Could you copy the data that follows exactly as written, but drop the pictures?

▶ [PROVIDED DATA]:

================

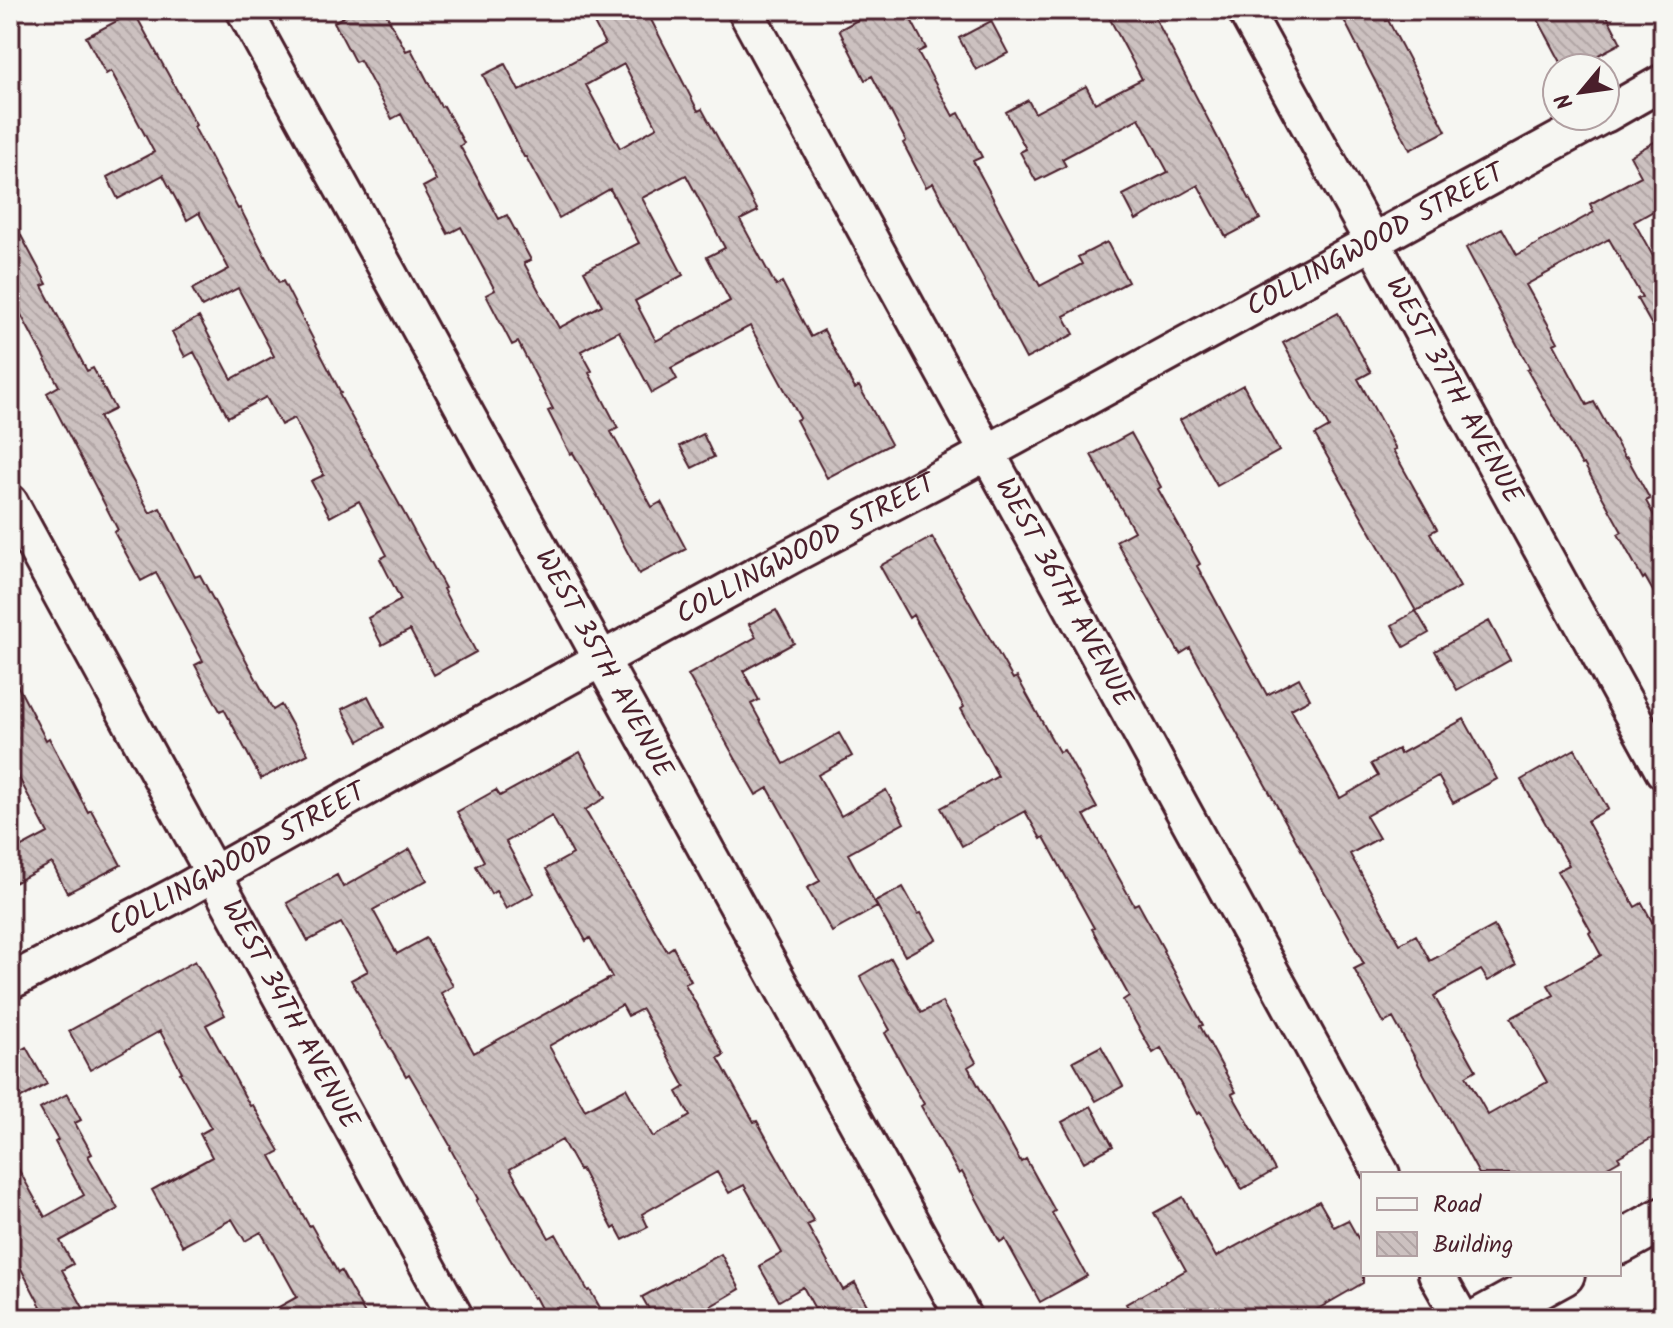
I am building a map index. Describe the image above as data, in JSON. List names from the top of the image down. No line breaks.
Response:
{"streets":{"street":["COLLINGWOOD STREET","WEST 37TH AVENUE","WEST 36TH AVENUE","WEST 35TH AVENUE","WEST 34TH AVENUE"]},"crossings":[["COLLINGWOOD STREET","WEST 37TH AVENUE"],["COLLINGWOOD STREET","WEST 36TH AVENUE"],["COLLINGWOOD STREET","WEST 35TH AVENUE"],["COLLINGWOOD STREET","WEST 34TH AVENUE"]],"legend":["Road","Building"],"north":"bottom left"}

================

▶ [PROBLEM SOLUTION]:
I am building a map index. Describe the image above as data, in JSON. List names from the top of the image down. No line breaks.
Response:
{"streets":{"street":["COLLINGWOOD STREET","WEST 37TH AVENUE","WEST 36TH AVENUE","WEST 35TH AVENUE","WEST 34TH AVENUE"]},"crossings":[["COLLINGWOOD STREET","WEST 37TH AVENUE"],["COLLINGWOOD STREET","WEST 36TH AVENUE"],["COLLINGWOOD STREET","WEST 35TH AVENUE"],["COLLINGWOOD STREET","WEST 34TH AVENUE"]],"legend":["Road","Building"],"north":"bottom left"}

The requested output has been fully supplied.